Alarm.com is also betting that future growth comes from outside of North America. Management identified Latin America and the Middle East as the fastest-growing regions, with a strategic push underway into Asia as well. However, international expansion is a “bit more of the laggard” among the three primary growth initiatives, according to CEO Steve Trundle. For example, it’s taken the company two years to grow international revenues from 4% to 6% of total revenues – or about $60 million today.
Old Headwinds
This seems like a good time to pause and remind readers that Alarm.com does not sell its hardware or software subscriptions directly to consumers. Instead, it works through a network of about 12,000 service-provider partners. These partners – ranging from local security dealers to large national brands – handle the costly and complex tasks of customer acquisition, professional installation, and ongoing support. However, the 10 largest service providers (just 0.0008%) account for almost half of total revenue. A single key partner, ADT, represents over 15% of revenue. Customer concentration risk is never a good thing.
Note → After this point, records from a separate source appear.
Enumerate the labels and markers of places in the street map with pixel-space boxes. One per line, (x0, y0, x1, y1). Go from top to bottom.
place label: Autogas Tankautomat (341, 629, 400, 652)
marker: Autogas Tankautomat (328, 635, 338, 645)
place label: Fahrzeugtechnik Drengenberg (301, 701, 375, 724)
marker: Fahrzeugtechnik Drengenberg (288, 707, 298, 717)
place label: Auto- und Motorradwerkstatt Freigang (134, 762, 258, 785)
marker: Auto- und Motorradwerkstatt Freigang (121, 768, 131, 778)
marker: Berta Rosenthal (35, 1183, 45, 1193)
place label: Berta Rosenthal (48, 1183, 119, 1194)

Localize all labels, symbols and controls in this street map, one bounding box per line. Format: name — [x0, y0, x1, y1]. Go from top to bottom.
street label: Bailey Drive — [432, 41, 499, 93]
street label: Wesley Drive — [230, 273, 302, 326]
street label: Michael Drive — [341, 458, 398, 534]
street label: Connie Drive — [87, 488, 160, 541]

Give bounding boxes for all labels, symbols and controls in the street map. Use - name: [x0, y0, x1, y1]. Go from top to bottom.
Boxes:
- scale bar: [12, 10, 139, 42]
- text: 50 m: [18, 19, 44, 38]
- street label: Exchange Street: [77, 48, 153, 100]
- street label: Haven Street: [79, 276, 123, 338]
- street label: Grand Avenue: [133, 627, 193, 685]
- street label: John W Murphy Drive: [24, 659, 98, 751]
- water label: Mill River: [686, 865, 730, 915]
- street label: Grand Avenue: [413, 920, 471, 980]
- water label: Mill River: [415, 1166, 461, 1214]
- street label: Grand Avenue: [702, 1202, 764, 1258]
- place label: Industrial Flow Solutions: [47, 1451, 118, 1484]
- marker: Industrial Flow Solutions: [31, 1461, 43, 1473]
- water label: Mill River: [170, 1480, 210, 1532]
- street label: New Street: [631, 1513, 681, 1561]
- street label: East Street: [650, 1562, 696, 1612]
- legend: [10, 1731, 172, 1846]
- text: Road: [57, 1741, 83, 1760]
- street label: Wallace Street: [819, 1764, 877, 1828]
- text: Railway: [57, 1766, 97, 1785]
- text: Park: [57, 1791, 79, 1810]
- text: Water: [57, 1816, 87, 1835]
That is not the only risk in the company’s business model. The smart home market is already saturated with low-cost DIY players like Amazon’s Ring, Google’s Nest, and SimpliSafe. Manufacturers in Asia are also flooding the market with cheaper smart devices, particularly cameras. Meanwhile, the U.S. housing market, due to elevated interest rates, has been a “headwind” that has reduced new account creation. How much? We don’t know, because management has declined to specify subscriber numbers, arguing that the “definition of a ‘subscriber’ has evolved.” That is often corporate speak for “we don’t want to tell you because the metrics suck.”


A couple of other red flags that retail investors usually just ignore but might be worth a mention here to further gauge how strong the headwinds are blowing. One involves a legal battle with a former partner, SkyBell Technologies, which filed a lawsuit earlier this year. The allegation accuses Alarm.com of stealing trade secrets related to a video doorbell that SkyBell originally designed to be integrated and used within the Alarm.com ecosystem.
Low Investor Confidence
The other red flag is more symbolic of current investor sentiment. Filings from Q4-2025 revealed that several institutional investors dumped vast amounts of shares in Alarm.com stock. For instance, William Blair Investment Management, which was involved in the company’s 2015 IPO as one of the co-managers of the underwriting, liquidated its entire position – more than 560,000 shares of Alarm.com stock. Morgan Stanley sold more than 350,000 shares, a 25% reduction. Taking profit or cutting losses?
Meanwhile, the company is sitting on about $1 billion in cash and other ready assets. It has the money to make some major moves but one of its most significant strategic moves, so far, this year was the acquisition of CHeKT, which added $23.5 million in goodwill to the balance sheet. CHeKT is powering the company’s new AI-driven video analytics that enables “proactive deterrence” by using AI-generated verbal warnings and live video to deter crime before it occurs, rather than just recording it.


Investor sentiment about the company’s future appears to be baked into the current share price of Alarm.com. The company has a simple valuation ratio ($2.5 billion market cap/$1.025 annualized revenue) of about 2.5. That’s nearly a third of the average SVR of our Nanalzye Disruptive Tech portfolio. Investors are just not seeing much in the way of future growth – and neither are we.
Conclusion
No doubt Alarm.com remains a high-quality, profitable, and reasonably well-managed company. It possesses a nice recurring SaaS-based model and a robust balance sheet. However, the high-growth story of earlier years appears to be over for now, along with our interest in Alarm.com stock. Without strong revenue growth, you’re not disrupting much of anything.